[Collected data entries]
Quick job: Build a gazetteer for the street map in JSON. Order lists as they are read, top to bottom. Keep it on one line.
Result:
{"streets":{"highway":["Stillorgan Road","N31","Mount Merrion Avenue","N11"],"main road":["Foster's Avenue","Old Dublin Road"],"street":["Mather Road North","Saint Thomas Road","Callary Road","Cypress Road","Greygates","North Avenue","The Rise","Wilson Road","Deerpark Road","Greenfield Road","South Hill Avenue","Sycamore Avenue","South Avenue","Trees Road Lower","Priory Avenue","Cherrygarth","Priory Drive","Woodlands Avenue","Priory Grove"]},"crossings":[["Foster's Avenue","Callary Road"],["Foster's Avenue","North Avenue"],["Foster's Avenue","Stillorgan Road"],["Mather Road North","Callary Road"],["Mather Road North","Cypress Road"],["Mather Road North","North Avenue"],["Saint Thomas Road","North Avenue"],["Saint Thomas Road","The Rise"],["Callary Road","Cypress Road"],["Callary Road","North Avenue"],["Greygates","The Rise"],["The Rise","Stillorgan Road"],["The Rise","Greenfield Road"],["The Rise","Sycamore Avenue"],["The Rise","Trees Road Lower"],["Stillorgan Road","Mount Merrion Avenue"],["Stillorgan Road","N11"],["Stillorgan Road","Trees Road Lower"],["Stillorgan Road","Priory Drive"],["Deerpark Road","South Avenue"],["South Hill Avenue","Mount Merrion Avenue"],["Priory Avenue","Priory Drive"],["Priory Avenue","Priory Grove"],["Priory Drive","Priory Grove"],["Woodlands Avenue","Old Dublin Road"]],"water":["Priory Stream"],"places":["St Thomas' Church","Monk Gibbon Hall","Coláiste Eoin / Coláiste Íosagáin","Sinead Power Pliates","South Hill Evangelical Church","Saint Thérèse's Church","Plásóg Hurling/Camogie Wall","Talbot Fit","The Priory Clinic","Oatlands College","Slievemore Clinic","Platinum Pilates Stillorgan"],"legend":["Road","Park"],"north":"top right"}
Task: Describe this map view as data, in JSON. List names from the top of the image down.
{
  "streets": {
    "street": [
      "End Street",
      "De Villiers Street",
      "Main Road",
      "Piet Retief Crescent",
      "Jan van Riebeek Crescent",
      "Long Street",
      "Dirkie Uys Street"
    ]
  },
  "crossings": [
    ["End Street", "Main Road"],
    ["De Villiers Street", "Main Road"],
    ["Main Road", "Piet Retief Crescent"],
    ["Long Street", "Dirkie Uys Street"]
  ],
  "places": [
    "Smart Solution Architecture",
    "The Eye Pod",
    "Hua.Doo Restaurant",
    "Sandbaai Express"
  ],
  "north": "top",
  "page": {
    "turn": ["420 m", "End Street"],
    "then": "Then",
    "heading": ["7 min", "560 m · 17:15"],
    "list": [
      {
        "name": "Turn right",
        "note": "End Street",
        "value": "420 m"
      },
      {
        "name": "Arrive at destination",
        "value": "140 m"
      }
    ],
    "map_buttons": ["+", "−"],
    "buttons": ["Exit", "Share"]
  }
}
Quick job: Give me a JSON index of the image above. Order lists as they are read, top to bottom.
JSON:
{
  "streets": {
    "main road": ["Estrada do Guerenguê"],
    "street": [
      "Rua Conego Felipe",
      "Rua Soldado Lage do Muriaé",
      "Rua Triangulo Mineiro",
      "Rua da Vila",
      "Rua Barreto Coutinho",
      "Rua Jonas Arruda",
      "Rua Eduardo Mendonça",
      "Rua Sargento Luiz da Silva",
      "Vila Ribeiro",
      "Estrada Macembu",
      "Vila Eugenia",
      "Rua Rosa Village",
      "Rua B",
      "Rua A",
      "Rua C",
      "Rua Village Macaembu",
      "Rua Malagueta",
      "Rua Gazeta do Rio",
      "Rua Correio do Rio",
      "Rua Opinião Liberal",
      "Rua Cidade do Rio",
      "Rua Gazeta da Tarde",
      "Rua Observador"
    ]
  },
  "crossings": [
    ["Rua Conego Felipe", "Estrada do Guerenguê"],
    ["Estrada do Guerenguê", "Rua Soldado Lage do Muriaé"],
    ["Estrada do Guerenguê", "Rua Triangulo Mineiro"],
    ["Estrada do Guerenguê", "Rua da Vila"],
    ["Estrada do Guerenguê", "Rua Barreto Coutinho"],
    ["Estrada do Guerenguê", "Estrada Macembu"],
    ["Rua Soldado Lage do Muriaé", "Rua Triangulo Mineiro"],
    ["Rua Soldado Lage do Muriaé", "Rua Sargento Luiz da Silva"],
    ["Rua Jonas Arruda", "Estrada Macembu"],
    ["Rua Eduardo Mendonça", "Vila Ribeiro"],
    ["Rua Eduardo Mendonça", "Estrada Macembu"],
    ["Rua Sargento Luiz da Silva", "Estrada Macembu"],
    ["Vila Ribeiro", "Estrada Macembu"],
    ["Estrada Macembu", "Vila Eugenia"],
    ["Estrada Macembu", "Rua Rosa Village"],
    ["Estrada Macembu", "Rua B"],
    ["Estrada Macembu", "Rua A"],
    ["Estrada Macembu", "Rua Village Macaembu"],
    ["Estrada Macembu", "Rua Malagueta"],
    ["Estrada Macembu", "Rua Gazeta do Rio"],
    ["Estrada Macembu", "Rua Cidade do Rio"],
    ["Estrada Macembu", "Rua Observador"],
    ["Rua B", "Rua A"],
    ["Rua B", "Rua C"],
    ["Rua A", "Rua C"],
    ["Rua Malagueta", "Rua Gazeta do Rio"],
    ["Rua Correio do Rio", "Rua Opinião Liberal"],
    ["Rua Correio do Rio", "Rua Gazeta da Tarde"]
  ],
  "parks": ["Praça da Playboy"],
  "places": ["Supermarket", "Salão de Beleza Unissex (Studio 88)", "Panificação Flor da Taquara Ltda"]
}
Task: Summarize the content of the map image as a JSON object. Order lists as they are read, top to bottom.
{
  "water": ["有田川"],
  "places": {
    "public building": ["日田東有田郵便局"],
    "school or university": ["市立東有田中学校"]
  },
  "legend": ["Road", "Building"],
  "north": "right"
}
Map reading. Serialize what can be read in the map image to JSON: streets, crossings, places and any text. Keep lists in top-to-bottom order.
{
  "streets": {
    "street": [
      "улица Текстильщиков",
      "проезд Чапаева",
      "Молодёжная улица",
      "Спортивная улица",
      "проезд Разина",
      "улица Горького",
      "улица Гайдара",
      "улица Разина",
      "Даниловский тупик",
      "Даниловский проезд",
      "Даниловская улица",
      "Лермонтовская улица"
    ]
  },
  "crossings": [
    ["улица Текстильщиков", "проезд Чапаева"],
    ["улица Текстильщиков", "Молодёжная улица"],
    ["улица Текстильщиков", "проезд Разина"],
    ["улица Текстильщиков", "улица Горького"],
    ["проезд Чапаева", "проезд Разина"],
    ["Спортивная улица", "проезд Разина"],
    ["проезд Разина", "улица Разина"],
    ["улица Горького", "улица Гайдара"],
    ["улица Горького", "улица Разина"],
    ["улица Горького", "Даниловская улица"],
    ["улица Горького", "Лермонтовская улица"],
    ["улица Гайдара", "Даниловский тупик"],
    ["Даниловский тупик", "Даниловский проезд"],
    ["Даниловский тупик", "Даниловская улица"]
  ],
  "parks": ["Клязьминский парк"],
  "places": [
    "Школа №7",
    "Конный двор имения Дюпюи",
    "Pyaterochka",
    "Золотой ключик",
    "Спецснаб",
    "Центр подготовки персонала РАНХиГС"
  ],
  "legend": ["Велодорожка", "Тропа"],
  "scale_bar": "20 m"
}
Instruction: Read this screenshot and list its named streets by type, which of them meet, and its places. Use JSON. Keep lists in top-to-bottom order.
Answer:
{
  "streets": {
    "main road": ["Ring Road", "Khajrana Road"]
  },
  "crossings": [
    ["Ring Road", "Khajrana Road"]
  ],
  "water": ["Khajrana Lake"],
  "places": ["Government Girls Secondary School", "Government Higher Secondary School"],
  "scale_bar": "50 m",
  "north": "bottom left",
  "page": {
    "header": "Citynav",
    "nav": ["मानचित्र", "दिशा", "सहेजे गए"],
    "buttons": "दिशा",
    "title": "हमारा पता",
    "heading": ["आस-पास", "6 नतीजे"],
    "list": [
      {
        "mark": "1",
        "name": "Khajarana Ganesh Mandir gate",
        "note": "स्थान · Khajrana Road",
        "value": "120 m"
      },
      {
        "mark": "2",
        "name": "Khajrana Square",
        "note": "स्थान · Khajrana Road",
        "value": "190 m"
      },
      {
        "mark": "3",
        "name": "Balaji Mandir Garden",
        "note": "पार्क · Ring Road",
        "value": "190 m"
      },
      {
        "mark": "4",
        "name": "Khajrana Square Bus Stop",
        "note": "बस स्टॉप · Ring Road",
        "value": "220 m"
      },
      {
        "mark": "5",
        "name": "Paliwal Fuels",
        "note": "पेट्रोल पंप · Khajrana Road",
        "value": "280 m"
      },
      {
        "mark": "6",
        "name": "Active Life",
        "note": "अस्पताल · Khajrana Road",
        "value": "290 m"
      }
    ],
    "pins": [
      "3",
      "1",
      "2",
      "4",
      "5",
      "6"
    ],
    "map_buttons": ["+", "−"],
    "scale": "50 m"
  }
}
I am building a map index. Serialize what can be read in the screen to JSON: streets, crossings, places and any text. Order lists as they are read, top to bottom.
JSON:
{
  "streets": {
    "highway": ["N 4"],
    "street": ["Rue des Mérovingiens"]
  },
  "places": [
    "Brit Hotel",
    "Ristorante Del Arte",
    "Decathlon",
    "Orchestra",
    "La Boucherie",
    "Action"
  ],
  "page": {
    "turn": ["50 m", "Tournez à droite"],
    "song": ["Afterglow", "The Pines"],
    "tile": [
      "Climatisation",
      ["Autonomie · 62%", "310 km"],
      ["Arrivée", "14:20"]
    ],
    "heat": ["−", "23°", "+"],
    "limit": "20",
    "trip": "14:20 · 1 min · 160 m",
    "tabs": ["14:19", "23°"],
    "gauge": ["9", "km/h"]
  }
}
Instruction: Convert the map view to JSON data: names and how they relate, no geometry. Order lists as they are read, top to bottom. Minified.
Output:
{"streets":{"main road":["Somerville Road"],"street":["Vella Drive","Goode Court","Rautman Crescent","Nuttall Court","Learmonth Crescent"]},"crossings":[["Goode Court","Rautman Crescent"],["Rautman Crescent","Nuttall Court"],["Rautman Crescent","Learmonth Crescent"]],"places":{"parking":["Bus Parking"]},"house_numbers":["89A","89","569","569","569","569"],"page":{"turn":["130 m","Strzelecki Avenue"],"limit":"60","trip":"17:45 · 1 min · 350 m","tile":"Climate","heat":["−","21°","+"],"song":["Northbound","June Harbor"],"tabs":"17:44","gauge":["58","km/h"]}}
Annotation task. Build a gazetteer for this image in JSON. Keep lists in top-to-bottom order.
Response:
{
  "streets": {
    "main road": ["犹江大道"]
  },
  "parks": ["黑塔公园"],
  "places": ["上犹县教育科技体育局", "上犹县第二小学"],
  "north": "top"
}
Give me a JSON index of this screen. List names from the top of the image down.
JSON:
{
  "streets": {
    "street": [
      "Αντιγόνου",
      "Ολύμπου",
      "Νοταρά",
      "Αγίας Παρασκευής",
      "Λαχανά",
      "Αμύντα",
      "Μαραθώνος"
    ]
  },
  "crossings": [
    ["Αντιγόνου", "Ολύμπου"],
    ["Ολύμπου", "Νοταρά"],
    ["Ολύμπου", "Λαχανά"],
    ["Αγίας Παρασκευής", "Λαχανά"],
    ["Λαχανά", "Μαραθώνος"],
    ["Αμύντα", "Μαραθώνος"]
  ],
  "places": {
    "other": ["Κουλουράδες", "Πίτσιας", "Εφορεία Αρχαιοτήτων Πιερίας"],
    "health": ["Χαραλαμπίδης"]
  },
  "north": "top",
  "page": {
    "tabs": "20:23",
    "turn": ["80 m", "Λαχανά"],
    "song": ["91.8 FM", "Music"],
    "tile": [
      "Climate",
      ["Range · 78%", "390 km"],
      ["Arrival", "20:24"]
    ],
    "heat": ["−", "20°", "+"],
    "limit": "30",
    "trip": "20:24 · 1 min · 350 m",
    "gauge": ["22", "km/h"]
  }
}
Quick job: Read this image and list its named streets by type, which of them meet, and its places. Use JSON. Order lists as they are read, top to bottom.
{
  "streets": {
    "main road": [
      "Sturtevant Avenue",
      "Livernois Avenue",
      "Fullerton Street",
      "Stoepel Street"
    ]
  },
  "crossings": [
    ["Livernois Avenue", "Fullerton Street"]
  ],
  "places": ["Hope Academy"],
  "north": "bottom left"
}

- [Assignment]
Please copy the line that holds "Give me a JSON index of this" and each line under it through the last line above, exactly as they stand, adding nothing.

- [Solution below]
Give me a JSON index of this screen. List names from the top of the image down.
JSON:
{
  "streets": {
    "street": [
      "Αντιγόνου",
      "Ολύμπου",
      "Νοταρά",
      "Αγίας Παρασκευής",
      "Λαχανά",
      "Αμύντα",
      "Μαραθώνος"
    ]
  },
  "crossings": [
    ["Αντιγόνου", "Ολύμπου"],
    ["Ολύμπου", "Νοταρά"],
    ["Ολύμπου", "Λαχανά"],
    ["Αγίας Παρασκευής", "Λαχανά"],
    ["Λαχανά", "Μαραθώνος"],
    ["Αμύντα", "Μαραθώνος"]
  ],
  "places": {
    "other": ["Κουλουράδες", "Πίτσιας", "Εφορεία Αρχαιοτήτων Πιερίας"],
    "health": ["Χαραλαμπίδης"]
  },
  "north": "top",
  "page": {
    "tabs": "20:23",
    "turn": ["80 m", "Λαχανά"],
    "song": ["91.8 FM", "Music"],
    "tile": [
      "Climate",
      ["Range · 78%", "390 km"],
      ["Arrival", "20:24"]
    ],
    "heat": ["−", "20°", "+"],
    "limit": "30",
    "trip": "20:24 · 1 min · 350 m",
    "gauge": ["22", "km/h"]
  }
}
Quick job: Read this image and list its named streets by type, which of them meet, and its places. Use JSON. Order lists as they are read, top to bottom.
{
  "streets": {
    "main road": [
      "Sturtevant Avenue",
      "Livernois Avenue",
      "Fullerton Street",
      "Stoepel Street"
    ]
  },
  "crossings": [
    ["Livernois Avenue", "Fullerton Street"]
  ],
  "places": ["Hope Academy"],
  "north": "bottom left"
}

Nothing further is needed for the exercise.